An artificial intelligence (AI) algorithm was able to significantly reduce false positives in breast ultrasound, potentially avoiding the need for one out of four biopsies in a study published online September 24 in Nature Communications.
Researchers from New York University (NYU) trained a deep-learning algorithm on nearly 290,000 breast ultrasound images. In the retrospective reader study, the model helped radiologists decrease false-positive rates by more than 37% and biopsy requests by more than 27% -- without affecting sensitivity. In addition, the algorithm demonstrated excellent generalizability on an external set of test data.
"Our study demonstrates how artificial intelligence can help radiologists reading breast ultrasound exams to reveal only those that show real signs of breast cancer and to avoid verification by biopsy in cases that turn out to be benign," said senior investigator Krzysztof Geras, PhD, of NYU Grossman School of Medicine, in a statement.

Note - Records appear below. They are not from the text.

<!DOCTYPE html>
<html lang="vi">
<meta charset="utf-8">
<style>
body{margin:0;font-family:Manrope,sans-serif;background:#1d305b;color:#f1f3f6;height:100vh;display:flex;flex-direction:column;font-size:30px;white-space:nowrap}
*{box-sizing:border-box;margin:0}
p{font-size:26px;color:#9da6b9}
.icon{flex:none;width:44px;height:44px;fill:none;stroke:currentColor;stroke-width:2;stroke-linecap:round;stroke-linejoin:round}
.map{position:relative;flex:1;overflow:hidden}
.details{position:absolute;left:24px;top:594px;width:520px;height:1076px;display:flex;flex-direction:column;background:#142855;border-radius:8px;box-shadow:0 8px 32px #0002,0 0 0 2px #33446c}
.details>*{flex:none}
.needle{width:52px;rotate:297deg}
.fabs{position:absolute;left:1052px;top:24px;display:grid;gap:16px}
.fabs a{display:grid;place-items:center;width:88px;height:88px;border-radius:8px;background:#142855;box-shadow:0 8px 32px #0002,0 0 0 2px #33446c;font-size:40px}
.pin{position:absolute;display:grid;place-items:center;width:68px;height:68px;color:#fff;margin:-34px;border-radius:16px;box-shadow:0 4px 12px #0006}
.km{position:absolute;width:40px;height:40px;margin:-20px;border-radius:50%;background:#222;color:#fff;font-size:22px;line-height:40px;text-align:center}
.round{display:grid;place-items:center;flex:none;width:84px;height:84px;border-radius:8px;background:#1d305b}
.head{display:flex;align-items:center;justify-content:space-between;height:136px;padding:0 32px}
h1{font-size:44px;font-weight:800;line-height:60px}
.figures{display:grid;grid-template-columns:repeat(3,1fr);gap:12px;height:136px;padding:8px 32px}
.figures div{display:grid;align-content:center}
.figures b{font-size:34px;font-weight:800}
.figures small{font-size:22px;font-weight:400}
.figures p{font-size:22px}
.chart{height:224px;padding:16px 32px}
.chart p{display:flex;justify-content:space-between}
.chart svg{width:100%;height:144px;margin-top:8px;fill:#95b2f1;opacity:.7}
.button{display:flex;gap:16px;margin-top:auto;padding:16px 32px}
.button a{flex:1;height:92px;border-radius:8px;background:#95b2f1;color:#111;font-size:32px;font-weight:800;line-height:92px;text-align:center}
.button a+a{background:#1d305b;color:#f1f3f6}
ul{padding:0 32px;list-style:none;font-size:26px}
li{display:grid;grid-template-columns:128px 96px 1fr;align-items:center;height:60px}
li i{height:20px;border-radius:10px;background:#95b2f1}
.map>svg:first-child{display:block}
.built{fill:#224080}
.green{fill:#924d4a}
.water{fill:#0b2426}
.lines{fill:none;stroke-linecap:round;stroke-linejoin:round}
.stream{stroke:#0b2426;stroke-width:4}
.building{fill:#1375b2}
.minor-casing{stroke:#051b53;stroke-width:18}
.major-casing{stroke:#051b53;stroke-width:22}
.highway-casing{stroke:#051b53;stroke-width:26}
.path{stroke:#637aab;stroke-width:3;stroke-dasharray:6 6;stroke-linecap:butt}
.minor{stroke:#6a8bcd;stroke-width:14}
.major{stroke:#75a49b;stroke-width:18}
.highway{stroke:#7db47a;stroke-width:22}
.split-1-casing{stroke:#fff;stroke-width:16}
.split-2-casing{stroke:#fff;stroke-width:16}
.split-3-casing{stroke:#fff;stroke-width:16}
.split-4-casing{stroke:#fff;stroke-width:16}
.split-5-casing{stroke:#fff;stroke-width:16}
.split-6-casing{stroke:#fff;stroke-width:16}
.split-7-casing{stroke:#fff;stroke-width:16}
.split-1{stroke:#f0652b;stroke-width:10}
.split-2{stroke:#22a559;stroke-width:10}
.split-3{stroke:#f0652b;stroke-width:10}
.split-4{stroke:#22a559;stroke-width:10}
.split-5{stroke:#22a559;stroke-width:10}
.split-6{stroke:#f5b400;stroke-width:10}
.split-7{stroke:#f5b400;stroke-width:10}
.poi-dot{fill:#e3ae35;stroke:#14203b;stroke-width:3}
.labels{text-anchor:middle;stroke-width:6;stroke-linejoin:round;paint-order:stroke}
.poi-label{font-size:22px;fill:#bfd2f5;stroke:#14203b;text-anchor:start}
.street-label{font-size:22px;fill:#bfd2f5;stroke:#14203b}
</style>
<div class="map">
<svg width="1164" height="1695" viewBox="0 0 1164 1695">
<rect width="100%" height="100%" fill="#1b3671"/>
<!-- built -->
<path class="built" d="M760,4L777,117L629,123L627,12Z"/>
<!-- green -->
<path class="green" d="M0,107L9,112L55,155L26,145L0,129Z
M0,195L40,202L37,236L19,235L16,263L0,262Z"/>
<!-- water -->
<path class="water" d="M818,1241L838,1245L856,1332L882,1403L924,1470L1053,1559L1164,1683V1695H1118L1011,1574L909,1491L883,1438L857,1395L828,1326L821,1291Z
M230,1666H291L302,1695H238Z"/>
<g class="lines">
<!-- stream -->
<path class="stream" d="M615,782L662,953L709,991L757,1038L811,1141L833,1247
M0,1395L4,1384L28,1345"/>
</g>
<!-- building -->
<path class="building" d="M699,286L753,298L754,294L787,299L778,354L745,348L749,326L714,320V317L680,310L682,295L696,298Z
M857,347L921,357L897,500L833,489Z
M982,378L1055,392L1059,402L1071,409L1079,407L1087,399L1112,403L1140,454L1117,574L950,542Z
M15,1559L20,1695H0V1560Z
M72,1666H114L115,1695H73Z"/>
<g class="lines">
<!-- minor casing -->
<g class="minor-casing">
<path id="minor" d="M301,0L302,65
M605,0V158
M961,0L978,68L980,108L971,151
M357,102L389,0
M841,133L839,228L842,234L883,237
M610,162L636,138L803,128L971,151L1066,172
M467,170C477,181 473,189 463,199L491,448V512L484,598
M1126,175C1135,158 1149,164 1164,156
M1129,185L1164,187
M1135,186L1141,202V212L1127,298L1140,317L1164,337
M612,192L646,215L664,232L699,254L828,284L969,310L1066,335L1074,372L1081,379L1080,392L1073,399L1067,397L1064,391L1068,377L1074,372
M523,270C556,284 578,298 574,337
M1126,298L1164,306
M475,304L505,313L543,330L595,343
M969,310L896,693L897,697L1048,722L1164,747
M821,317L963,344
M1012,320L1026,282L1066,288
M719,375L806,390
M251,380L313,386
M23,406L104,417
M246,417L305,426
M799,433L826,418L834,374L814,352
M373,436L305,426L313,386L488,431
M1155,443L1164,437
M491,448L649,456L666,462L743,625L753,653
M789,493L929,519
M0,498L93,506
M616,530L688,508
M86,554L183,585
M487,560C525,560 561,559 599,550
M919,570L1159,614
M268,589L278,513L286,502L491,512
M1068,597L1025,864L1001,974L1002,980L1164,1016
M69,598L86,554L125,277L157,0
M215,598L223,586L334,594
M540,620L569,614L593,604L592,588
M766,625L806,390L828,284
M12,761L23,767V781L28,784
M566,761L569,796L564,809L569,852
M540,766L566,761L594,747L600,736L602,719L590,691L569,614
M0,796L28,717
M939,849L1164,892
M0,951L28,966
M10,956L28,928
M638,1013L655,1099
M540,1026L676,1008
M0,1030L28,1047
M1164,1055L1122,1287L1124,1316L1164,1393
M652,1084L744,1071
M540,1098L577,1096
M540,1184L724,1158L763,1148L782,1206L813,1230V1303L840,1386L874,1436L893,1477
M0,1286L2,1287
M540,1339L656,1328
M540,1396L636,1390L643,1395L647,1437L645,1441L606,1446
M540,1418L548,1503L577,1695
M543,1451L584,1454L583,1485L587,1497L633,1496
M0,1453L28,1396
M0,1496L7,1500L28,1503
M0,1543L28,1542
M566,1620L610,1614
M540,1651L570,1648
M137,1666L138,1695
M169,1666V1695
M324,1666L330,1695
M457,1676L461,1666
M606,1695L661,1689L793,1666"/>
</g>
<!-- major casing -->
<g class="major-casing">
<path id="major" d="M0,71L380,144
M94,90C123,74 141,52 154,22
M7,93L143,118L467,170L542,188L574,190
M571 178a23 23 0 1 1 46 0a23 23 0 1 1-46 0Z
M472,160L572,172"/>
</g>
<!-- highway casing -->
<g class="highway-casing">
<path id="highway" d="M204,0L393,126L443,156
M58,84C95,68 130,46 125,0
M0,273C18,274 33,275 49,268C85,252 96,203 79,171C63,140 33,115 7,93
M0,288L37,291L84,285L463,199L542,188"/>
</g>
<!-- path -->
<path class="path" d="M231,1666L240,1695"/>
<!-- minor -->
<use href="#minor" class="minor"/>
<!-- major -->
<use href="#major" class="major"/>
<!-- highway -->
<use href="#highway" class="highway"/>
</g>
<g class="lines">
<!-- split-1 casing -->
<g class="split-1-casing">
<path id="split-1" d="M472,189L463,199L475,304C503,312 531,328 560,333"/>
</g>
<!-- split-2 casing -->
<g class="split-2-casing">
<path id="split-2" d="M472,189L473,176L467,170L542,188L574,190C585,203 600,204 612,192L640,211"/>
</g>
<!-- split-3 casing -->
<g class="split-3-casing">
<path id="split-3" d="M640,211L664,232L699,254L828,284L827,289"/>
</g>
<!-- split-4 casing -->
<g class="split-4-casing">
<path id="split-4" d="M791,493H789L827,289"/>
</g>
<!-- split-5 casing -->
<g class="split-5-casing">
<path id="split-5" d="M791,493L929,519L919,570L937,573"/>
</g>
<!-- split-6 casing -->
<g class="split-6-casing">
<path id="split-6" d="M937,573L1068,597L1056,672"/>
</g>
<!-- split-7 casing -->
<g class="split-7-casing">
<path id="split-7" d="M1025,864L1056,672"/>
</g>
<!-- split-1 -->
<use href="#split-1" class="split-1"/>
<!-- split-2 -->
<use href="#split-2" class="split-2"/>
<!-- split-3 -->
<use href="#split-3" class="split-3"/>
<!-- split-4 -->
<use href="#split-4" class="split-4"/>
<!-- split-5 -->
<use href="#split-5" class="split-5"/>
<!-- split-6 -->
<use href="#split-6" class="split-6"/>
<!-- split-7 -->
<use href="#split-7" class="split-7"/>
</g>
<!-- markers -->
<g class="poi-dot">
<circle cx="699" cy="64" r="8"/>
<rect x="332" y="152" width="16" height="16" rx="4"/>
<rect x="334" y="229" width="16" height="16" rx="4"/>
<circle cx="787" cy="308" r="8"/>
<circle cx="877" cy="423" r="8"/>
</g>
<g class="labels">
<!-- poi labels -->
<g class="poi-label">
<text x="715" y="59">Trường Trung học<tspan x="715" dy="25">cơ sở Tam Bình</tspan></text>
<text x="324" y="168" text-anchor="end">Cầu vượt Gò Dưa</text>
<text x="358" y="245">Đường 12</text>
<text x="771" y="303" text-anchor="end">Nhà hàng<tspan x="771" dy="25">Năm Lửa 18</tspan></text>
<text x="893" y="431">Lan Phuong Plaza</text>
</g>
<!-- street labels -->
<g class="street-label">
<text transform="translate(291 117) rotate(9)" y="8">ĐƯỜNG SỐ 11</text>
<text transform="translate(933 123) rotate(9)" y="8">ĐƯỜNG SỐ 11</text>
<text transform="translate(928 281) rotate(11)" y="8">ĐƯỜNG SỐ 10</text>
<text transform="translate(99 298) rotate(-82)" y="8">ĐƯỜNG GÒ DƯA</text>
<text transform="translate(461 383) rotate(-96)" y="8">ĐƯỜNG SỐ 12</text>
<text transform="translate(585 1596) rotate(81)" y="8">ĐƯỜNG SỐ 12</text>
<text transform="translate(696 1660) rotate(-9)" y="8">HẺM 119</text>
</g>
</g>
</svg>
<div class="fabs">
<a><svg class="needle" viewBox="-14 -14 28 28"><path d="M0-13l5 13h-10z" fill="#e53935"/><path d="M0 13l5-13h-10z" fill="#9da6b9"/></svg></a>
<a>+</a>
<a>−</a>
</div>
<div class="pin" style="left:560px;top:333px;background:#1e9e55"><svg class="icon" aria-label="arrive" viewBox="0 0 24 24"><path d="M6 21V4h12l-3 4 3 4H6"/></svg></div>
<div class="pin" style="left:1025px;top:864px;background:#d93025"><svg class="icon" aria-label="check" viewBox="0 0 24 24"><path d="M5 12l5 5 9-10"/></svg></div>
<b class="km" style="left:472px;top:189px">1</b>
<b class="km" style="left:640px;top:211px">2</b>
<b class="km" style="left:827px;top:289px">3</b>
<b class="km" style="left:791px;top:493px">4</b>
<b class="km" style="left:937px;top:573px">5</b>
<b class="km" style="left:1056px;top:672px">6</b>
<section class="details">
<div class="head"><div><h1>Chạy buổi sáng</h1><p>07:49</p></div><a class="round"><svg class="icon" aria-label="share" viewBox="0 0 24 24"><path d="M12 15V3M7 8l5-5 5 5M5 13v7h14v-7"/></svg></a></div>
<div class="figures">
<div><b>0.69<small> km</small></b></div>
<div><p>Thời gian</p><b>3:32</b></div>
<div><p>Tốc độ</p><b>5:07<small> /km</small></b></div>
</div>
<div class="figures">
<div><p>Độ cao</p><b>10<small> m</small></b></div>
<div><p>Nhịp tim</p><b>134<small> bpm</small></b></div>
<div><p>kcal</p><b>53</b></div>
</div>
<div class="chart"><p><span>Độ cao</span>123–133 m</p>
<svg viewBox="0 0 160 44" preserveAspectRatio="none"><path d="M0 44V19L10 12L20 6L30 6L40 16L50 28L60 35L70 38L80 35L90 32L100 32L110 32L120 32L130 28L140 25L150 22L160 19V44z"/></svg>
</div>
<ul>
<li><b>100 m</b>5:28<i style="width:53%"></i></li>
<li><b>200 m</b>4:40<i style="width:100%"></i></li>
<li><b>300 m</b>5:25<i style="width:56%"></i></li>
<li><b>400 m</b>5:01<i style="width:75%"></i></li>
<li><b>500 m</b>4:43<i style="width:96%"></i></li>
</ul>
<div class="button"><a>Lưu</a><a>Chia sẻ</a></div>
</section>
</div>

Although ultrasound offers value for detecting mammographically occult breast cancers -- especially in dense breasts -- the modality is also characterized by a high false-positive rate, according to the researchers. NYU co-first investigators Yiqiu "Artie" Shen, Farah Shamout, PhD, and Jamie Oliver and colleagues sought to address this problem by developing an AI algorithm.
Training and validation of the deep neural network was conducted using a curated dataset of 288,767 breast ultrasound exams from 143,203 patients at NYU Langone Health between 2012 and 2019. In testing on 44,755 exams, the model yielded an area under the curve (AUC) of 0.976 for identifying breasts with malignant lesions and maintained high diagnostic accuracy across all age groups, mammographic breast densities, and ultrasound equipment manufacturers, according to the researchers.
Next, they compared the performance of the algorithm with that of 10 board-certified breast radiologists on an enriched sample of 663 exams from the internal test set. They also evaluated the results of a simulated hybrid prediction model that combined the predictions of the radiologists and the AI model.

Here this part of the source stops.